2. The BPaLM regimen has been proven to be a safer, quicker, and more effective treatment option compared to the older procedures used for treating multidrug-resistant tuberculosis (MDR-TB).

3. This regimen significantly reduces treatment time while maintaining a high success rate.

4. It has shorter treatment duration. Traditional treatments for MDR-TB could last up to 20 months and often caused severe side effects. The new BPaLM regimen allows for the treatment of drug-resistant TB to be completed in just six months.

5. This will help to reduce both treatment time and overall healthcare costs. Approximately 75,000 patients in India with drug-resistant TB will benefit from this treatment regimen.

6. This will also help India to attain the target to eliminate tuberculosis by 2025, five years ahead of the global target set under the Sustainable Development Goals (SDGs).
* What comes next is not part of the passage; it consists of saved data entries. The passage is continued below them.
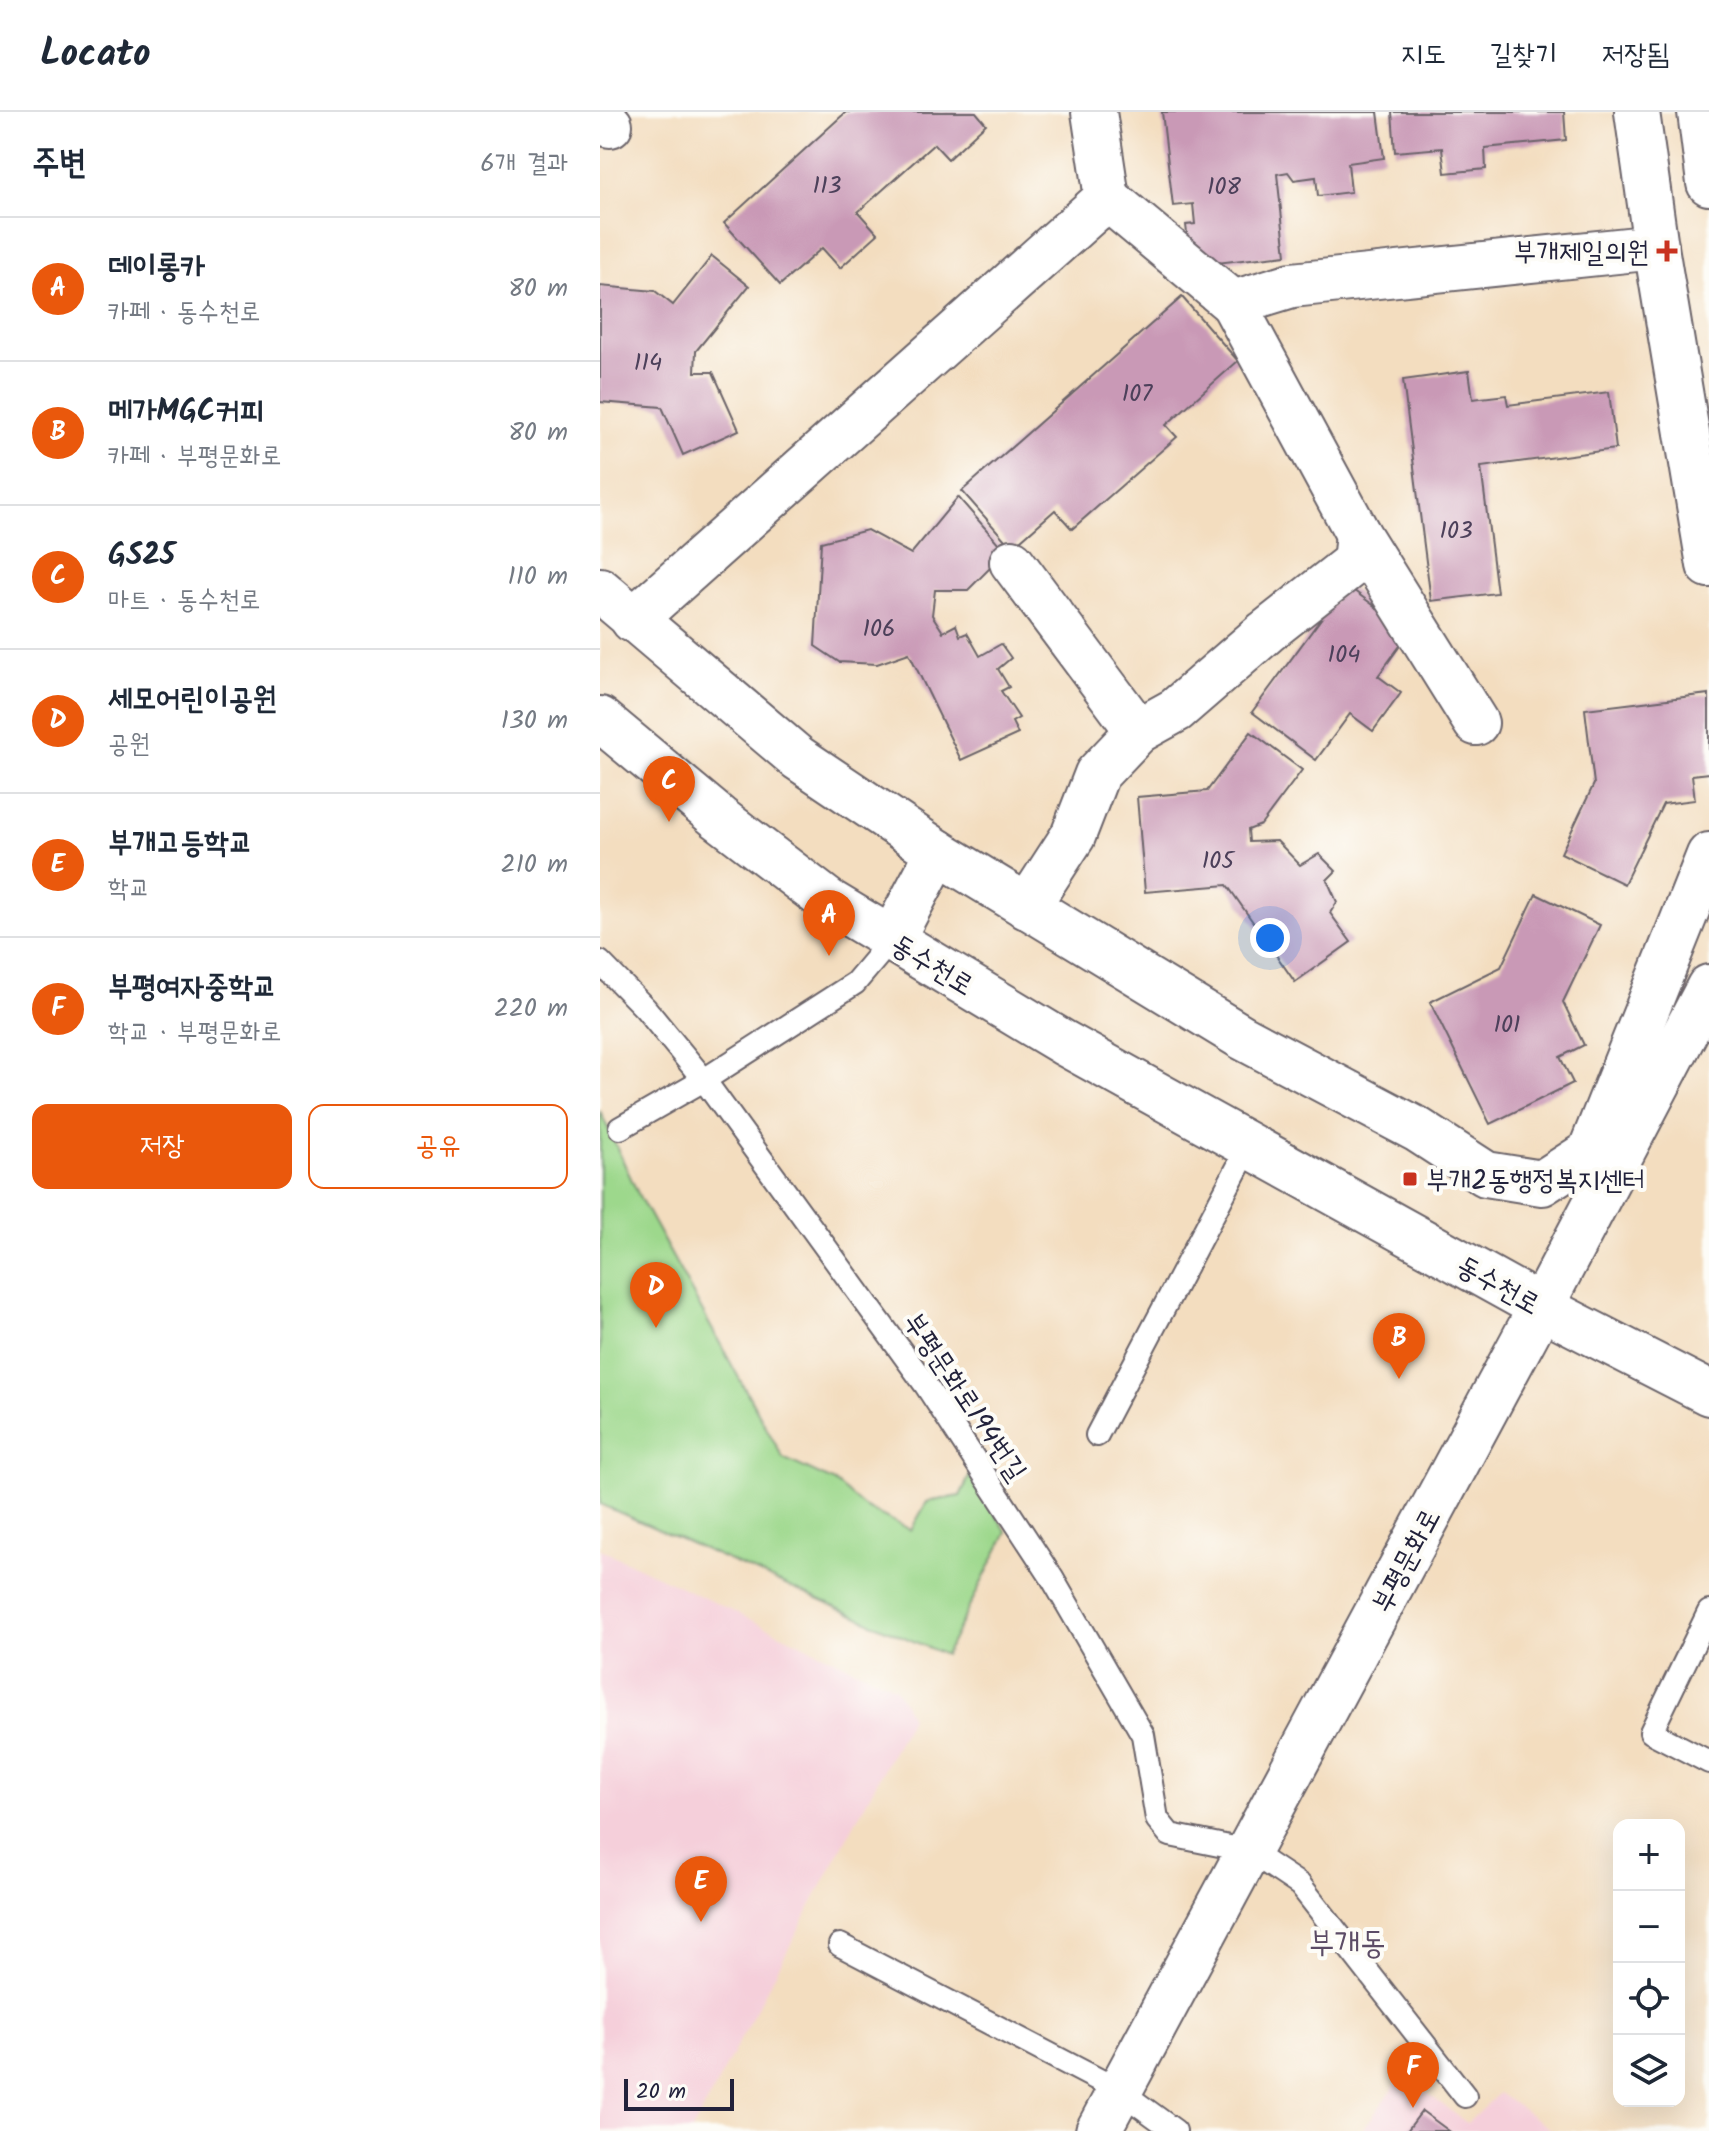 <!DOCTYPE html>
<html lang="ko">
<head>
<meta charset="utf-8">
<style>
	body { margin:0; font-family:Kalam,"Poor Story",sans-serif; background:#f2f2f3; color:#1f2937 }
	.controls { position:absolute; right:24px; bottom:24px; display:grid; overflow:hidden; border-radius:16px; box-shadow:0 8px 32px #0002 }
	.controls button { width:72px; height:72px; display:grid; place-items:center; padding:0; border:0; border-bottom:2px solid #e0e1e3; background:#fff; color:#1f2937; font:40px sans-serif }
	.scale { position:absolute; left:24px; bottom:20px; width:110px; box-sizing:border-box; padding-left:8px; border:4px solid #22223b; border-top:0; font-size:22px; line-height:28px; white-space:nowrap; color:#22223b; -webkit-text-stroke:6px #fdfcf7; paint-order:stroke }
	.you { position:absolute; left:670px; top:826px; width:28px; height:28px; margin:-20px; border:6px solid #fff; border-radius:50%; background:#1a73e8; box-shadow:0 0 0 12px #1a73e833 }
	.badge { display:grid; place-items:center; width:52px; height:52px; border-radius:50%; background:#ea580c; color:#fff; font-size:26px; font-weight:700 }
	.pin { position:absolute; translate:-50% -66px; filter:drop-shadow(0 2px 4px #0008) }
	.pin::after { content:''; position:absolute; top:42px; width:28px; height:24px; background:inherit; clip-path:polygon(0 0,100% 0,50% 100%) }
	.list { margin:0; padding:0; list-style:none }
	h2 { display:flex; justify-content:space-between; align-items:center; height:104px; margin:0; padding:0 32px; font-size:34px }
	h2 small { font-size:26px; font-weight:400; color:#747a83 }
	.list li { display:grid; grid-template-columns:52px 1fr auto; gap:24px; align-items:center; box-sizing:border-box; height:144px; padding:0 32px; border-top:2px solid #e0e1e3 }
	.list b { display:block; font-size:30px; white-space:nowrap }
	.list p { margin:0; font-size:26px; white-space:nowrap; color:#747a83 }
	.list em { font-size:26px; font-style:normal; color:#747a83 }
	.actions { display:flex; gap:16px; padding:24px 32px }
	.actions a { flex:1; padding:18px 0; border:2px solid #ea580c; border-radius:16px; text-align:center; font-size:28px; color:#ea580c }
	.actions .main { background:#ea580c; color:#fff }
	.icon { flex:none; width:44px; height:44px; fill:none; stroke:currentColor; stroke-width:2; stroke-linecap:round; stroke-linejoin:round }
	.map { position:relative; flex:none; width:1109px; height:2019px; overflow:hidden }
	header { display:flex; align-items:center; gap:48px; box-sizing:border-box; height:112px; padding:0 40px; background:#fff; border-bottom:2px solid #e0e1e3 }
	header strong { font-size:38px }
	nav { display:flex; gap:44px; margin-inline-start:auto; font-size:28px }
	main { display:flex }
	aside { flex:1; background:#fff }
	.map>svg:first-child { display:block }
	.built { fill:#f5cfda }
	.green { fill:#9dd88c; stroke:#607d64; stroke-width:2 }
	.building { fill:#c999b6 }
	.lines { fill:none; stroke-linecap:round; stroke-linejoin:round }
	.service-casing { stroke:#6b6369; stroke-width:26 }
	.minor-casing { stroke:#6b6369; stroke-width:48 }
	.tertiary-casing { stroke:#6b6369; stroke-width:48 }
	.service { stroke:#fff; stroke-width:22 }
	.minor { stroke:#fff; stroke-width:44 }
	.tertiary { stroke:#fff; stroke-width:44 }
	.poi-dot { fill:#c8321e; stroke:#fdfcf7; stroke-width:3 }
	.labels { text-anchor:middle; stroke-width:8; stroke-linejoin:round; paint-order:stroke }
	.number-label { font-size:24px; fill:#4c405a }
	.poi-label { font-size:28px; fill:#22223b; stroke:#fdfcf7; text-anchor:end }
	.street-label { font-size:28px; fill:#22223b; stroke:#fdfcf7 }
	.quarter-label { font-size:32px; fill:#5c4c66; stroke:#fdfcf7 }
</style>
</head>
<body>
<header>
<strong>Locato</strong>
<nav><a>지도</a><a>길찾기</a><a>저장됨</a></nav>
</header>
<main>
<aside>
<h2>주변<small>6개 결과</small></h2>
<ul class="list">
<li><span class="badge">A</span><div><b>데이롱카</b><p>카페 · 동수천로</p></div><em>80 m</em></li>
<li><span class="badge">B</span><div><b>메가MGC커피</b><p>카페 · 부평문화로</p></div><em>80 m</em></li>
<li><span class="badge">C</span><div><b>GS25</b><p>마트 · 동수천로</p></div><em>110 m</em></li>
<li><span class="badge">D</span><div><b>세모어린이공원</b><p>공원</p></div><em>130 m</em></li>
<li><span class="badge">E</span><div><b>부개고등학교</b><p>학교</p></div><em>210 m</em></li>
<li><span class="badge">F</span><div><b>부평여자중학교</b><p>학교 · 부평문화로</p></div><em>220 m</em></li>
</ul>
<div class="actions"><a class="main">저장</a><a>공유</a></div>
</aside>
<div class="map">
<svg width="1109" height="2019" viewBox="0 0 1109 2019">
	<rect width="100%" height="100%" fill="#fdfcf7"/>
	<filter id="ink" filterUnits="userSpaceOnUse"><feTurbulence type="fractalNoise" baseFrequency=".0125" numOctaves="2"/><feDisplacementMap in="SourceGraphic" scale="16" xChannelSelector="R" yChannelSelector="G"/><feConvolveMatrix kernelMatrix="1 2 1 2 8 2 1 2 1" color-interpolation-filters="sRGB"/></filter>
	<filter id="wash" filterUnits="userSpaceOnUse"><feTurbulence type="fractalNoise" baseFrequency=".006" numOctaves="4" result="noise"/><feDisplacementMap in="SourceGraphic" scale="32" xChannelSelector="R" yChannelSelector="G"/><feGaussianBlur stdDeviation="1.8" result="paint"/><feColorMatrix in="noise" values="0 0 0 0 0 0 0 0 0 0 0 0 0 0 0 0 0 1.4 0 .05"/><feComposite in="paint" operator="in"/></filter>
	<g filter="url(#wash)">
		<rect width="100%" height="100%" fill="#f3ddbf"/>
		<g class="built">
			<path d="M0,1437L296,1576L311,1605L92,2019H4L0,2015Z"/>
			<path d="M803,1963L867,2011L899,1981L953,2019H762Z"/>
		</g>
		<path class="green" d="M0,999L40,1086L183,1346L235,1370L264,1395L311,1418L327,1390L360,1384L370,1363L407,1420L345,1543L0,1392Z"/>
		<g id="blocks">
			<g class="building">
				<path d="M246,0H376L386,12L348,47L334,32L258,100L278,122L240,156L222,136L180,173L124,111Z"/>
				<path d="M562,0H778L784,46L748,51L751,80L718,84L716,65L694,68L688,60L677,62L686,143L591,154L586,113L595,112L593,92L573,94Z"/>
				<path d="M792,0H964L966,28L885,36L886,57L845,61L842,36L795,40Z"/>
				<path d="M112,144L149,174L96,239L95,260H113L139,318L83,343L62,295L0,290V174L55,179L73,193Z"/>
				<path d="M582,185L638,249L566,313L577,325L472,417L455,398L412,436L362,379Z"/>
				<path d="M869,259L873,287L906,283L908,293L1009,280L1016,337L881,355L897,481L831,489L803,268Z"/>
				<path d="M358,385L406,440L368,478H335L332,503L343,520L356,513L360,524L367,521L380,544L401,532L411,546L398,557L409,575L401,579L419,606L412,610L418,622L361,648L309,541L277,552L239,550L215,534L221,430L267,418L311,442Z"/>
				<path d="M746,473L810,520L778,564L801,581L773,619L750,602L716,648L652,600Z"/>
				<path d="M1109,582V661L1092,663L1095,688L1063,692L1024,772L961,741L994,672L985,597Z"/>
				<path d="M651,620L702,658L661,713L648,718L649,730L677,729L700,753L719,742L736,759L727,768L737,790L730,801L751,830L695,870L627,773L545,780L537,685L607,679Z"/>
				<path d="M936,782L1000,813L963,890L984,933L960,945L973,971L890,1012L830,890L901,855Z"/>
				<path d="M822,1999L849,2019H807Z"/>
			</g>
		</g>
	</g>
	<g filter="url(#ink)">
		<use href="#blocks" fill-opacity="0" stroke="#6b6369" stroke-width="2"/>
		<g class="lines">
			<defs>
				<g id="service">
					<path d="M0,850L45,896L104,968L325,1272L452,1466L543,1623L557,1707L570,1723L649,1739L700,1773L865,1984"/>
					<path d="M20,1016L104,968L255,871L292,827"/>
					<path d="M497,1323L649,1034"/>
					<path d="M1109,1500L1051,1620L1109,1650"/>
					<path d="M240,1833L520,1979L575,2019"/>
				</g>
				<g id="minor">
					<path d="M494,0L507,86"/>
					<path d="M1037,0L1056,135L1109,453"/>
					<path d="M0,3L10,13"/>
					<path d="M412,450L538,619L576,598L666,520L755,450L758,422"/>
					<path d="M0,478L198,646L338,740"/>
					<path d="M33,508L507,86L633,191"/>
					<path d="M876,611L758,422L633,191L692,173L1056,135"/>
					<path d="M427,795L473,724L497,662L538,619"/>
					<path d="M292,827L338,740L642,925L818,1018L886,1062L942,1071L990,1040L1109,743"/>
				</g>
				<g id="tertiary">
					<path d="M1100,0L1109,71"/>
					<path d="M0,607L119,706L228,789L464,931L941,1195L1109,1281"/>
					<path d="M498,2019L941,1195L1109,875"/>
				</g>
			</defs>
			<use href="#service" class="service-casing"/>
			<use href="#minor" class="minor-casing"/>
			<use href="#tertiary" class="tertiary-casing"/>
			<use href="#service" class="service"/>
			<use href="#minor" class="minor"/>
			<use href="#tertiary" class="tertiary"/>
		</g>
	</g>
	<g class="poi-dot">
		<path d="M1063 127h8v8h8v8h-8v8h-8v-8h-8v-8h8z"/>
		<rect x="802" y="1059" width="16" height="16" rx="4"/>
	</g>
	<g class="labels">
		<g class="number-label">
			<text x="227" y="81">113</text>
			<text x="624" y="82">108</text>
			<text x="48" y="258">114</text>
			<text x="537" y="289">107</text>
			<text x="856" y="426">103</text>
			<text x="279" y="524">106</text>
			<text x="744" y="550">104</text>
			<text x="618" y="756">105</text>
			<text x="907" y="920">101</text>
		</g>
		<g class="poi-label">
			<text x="1049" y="149">부개제일의원</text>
			<text x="826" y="1077" text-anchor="start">부개2동행정복지센터</text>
		</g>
		<g class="street-label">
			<text transform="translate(333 852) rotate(31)" y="10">동수천로</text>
			<text transform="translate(899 1172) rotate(29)" y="10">동수천로</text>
			<text transform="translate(366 1284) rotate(56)" y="10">부평문화로194번길</text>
			<text transform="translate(805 1448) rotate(-62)" y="10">부평문화로</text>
		</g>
		<g class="quarter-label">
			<text x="747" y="1841">부개동</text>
		</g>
	</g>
</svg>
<div class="controls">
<button>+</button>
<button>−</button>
<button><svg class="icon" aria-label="locate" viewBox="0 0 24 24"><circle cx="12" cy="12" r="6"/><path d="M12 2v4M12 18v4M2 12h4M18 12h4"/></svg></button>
<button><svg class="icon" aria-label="layers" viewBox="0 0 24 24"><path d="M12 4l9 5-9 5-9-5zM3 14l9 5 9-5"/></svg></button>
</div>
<div class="scale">20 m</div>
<div class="you"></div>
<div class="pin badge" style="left:229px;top:844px">A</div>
<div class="pin badge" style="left:799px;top:1267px">B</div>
<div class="pin badge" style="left:69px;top:710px">C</div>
<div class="pin badge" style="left:56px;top:1216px">D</div>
<div class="pin badge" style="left:101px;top:1810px">E</div>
<div class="pin badge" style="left:813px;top:1996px">F</div>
</div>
</main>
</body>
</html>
7. India has the world’s largest TB laboratory network, with 7,767 rapid molecular testing facilities and 87 culture and drug susceptibility testing laboratories. These facilities will support the successful implementation of the BPaLM regimen under the National TB Elimination Programme.

What is Drug-resistant TB?

1. Multi-drug-resistant tuberculosis (MDR-TB) is a type of TB caused by bacteria resistant to at least two key first-line TB drugs.

2. MDR-TB can be transmitted directly from an infected person to others, as the resistant strains are already present in the population.

3. Since MDR-TB is airborne, those with active pulmonary TB can spread the disease if they are coughing.

4. Treating MDR-TB requires second-line drugs, typically involving four or more medications for at least 6 months, and up to 18–24 months if rifampin resistance is found.